• What is being asked:
Count every line in the records below that contains the string "white". Report that number alone.

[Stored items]
━━━━━━━━━━
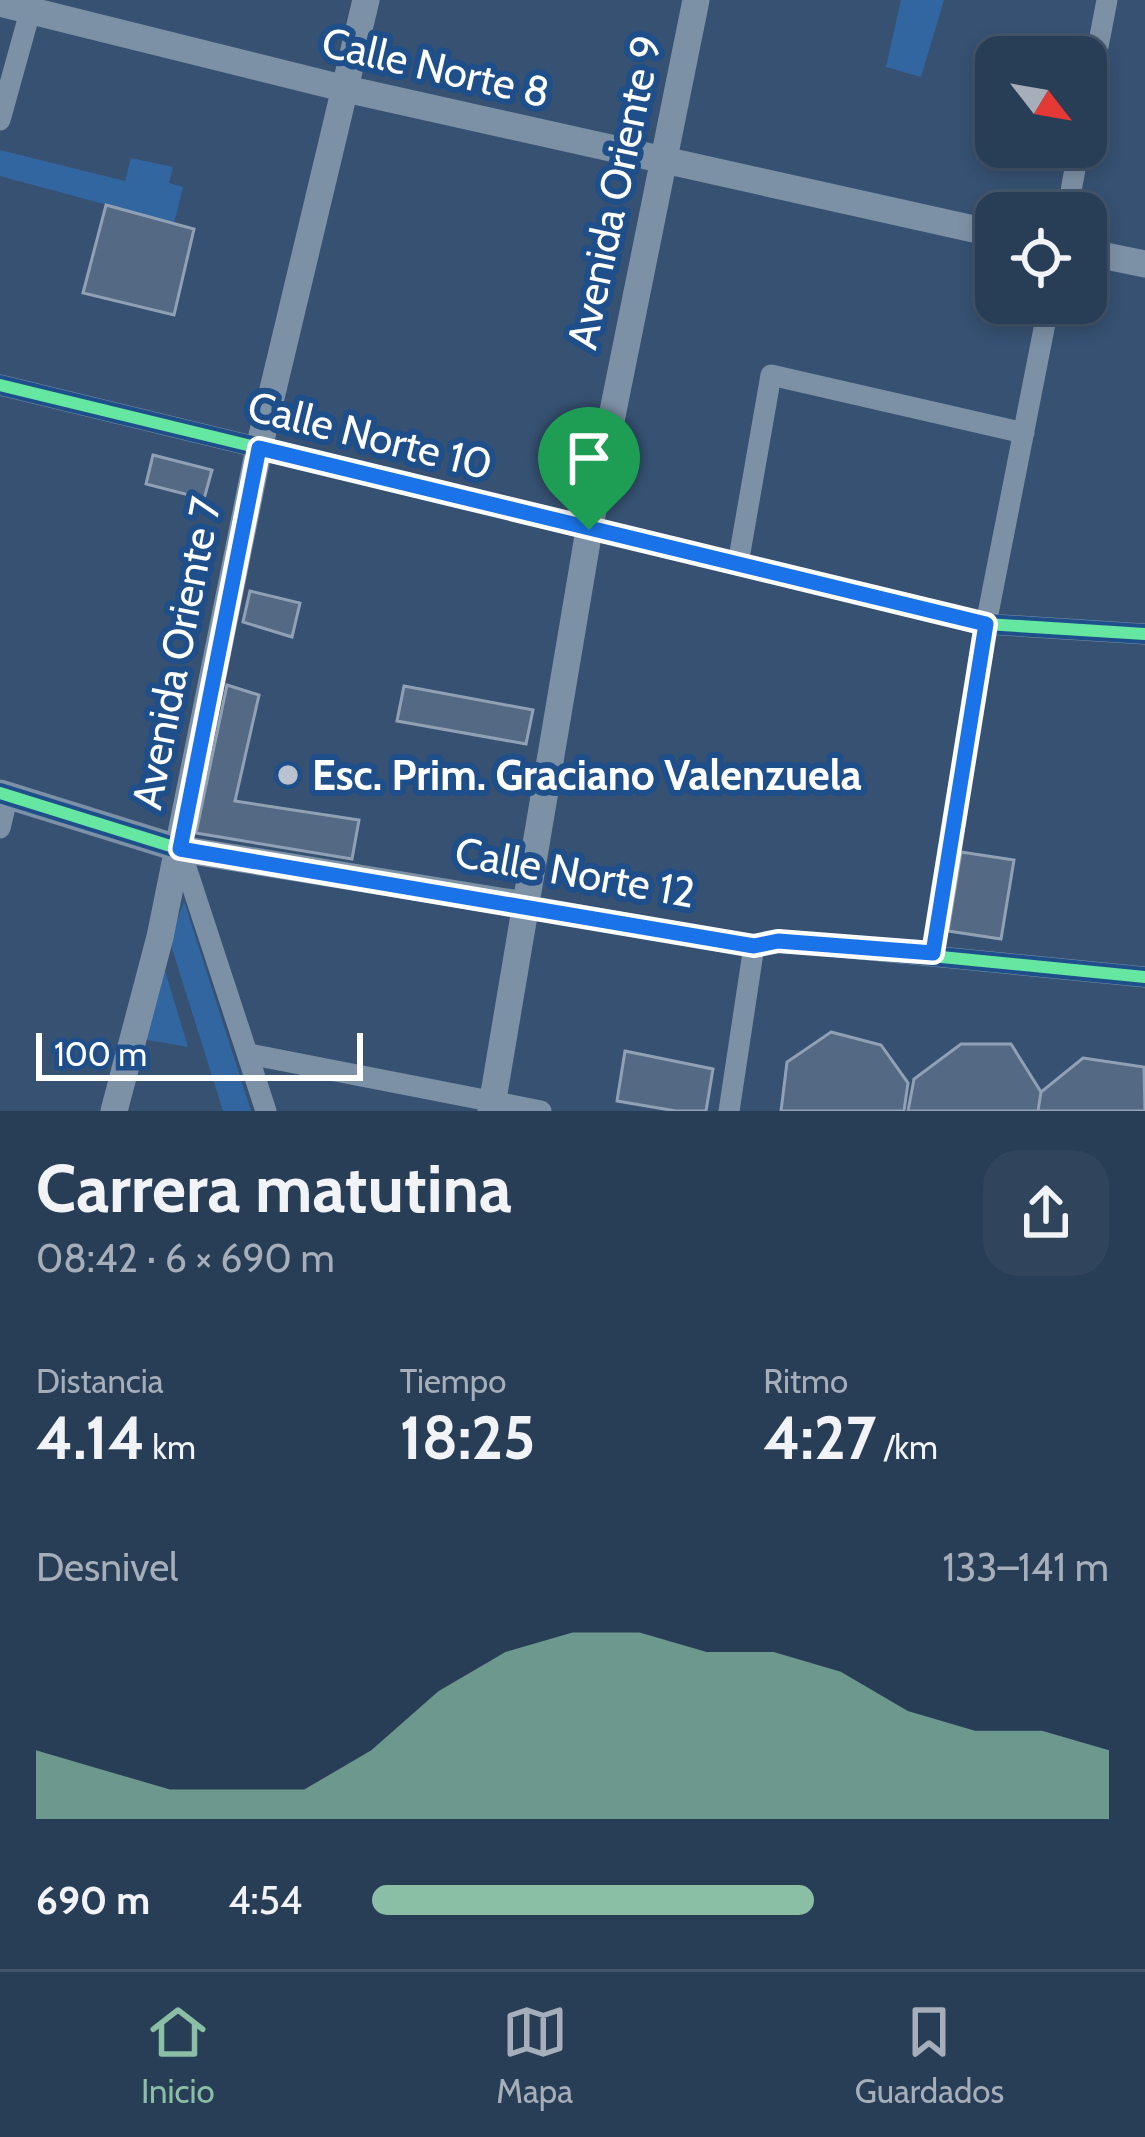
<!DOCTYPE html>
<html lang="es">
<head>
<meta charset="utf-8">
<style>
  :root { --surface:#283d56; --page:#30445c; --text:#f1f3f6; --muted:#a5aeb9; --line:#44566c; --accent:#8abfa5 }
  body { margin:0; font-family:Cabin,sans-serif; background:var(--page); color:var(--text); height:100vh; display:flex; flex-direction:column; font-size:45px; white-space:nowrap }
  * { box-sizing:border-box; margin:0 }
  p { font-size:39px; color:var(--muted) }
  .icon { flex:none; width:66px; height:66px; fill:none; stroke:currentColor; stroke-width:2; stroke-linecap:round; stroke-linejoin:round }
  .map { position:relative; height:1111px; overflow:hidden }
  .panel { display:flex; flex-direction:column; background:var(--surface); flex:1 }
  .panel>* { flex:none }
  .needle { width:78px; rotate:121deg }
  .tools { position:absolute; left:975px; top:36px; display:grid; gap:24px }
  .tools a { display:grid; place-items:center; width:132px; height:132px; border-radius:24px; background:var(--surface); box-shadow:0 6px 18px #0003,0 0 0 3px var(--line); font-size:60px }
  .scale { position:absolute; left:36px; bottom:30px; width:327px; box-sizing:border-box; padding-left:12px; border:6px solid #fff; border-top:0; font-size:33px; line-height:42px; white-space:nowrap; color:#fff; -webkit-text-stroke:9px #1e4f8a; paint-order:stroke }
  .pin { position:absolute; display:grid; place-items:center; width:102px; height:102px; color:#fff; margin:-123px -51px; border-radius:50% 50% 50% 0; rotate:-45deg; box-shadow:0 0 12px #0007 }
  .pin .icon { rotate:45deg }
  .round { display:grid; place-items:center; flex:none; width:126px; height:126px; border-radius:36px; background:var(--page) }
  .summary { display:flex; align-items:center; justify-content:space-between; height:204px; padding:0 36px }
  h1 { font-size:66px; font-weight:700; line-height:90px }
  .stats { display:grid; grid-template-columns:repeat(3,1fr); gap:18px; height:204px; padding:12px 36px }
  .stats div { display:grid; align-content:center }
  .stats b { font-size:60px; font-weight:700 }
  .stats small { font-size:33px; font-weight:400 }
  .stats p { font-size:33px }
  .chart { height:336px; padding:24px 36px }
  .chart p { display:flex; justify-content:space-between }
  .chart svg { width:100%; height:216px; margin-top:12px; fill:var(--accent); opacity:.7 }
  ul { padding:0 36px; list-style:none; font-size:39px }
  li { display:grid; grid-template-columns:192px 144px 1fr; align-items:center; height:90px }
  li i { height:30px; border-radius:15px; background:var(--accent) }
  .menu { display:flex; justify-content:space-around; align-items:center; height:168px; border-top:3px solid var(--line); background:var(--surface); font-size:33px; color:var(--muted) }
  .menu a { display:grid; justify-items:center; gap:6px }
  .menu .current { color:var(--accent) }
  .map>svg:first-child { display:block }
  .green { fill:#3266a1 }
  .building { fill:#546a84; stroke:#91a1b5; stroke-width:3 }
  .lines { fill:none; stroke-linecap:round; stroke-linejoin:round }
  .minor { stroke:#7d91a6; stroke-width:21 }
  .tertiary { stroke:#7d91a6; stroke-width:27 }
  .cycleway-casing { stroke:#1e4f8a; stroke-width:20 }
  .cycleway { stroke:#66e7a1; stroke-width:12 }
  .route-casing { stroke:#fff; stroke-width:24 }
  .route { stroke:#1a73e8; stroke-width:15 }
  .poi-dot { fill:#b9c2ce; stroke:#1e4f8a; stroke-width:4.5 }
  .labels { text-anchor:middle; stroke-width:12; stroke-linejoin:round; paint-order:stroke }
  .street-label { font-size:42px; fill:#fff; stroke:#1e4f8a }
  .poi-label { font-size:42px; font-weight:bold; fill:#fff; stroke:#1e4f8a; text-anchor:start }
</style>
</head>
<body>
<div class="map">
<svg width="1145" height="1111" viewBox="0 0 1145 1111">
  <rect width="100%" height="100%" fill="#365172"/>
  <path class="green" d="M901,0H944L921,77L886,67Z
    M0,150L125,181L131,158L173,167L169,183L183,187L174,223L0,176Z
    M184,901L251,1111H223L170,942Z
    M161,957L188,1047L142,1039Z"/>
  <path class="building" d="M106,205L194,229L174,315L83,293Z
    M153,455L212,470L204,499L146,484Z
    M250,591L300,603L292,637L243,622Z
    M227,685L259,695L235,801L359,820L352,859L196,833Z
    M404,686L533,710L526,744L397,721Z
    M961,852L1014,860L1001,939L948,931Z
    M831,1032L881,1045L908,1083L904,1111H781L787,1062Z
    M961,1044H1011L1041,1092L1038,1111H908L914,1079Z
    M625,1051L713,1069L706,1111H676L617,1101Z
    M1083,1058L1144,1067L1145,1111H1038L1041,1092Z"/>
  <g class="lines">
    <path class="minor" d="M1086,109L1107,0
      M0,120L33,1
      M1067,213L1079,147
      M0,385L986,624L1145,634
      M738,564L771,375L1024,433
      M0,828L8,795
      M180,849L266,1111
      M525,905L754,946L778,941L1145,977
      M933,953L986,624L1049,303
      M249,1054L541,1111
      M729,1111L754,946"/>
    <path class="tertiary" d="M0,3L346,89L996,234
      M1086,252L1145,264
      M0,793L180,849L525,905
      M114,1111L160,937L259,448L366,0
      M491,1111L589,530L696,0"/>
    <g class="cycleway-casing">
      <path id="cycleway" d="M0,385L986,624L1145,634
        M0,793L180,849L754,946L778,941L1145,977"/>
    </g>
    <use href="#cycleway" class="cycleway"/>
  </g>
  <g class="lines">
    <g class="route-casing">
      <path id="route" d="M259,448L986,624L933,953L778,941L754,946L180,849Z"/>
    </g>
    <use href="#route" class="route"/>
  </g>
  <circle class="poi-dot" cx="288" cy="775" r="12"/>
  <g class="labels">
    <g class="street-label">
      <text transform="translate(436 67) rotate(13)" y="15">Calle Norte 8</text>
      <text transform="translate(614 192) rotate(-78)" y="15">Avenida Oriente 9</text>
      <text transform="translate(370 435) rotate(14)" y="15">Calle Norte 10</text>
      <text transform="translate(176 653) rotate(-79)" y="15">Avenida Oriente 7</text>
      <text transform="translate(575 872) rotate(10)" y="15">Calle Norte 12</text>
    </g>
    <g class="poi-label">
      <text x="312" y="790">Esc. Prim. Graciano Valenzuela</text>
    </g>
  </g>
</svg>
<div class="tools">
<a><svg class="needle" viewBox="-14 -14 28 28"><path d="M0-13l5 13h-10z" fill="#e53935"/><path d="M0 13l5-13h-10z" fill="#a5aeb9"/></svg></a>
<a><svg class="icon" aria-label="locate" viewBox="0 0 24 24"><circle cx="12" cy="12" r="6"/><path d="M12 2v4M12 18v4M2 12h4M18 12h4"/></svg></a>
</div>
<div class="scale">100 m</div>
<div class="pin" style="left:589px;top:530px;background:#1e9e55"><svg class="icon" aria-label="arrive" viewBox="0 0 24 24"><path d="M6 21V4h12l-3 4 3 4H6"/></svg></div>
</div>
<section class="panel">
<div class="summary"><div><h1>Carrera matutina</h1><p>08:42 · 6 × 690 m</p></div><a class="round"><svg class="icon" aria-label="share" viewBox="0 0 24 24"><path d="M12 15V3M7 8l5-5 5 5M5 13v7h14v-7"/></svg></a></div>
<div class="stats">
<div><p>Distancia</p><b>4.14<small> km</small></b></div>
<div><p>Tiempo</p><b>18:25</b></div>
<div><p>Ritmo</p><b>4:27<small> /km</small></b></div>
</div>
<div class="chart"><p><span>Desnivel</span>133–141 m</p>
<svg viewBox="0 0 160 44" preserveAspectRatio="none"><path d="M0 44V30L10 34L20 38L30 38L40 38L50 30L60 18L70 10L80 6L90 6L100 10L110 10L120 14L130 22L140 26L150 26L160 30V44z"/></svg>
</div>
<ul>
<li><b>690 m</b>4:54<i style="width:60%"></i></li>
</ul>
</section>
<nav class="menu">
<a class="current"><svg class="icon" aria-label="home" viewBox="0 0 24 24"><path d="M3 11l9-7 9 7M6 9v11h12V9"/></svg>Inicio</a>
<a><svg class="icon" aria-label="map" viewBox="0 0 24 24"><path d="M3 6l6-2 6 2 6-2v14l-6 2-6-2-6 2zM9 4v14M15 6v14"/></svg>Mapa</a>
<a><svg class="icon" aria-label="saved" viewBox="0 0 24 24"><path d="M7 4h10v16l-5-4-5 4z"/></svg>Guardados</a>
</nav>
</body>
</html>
━━━━━━━━━━
• Completed exercise:
2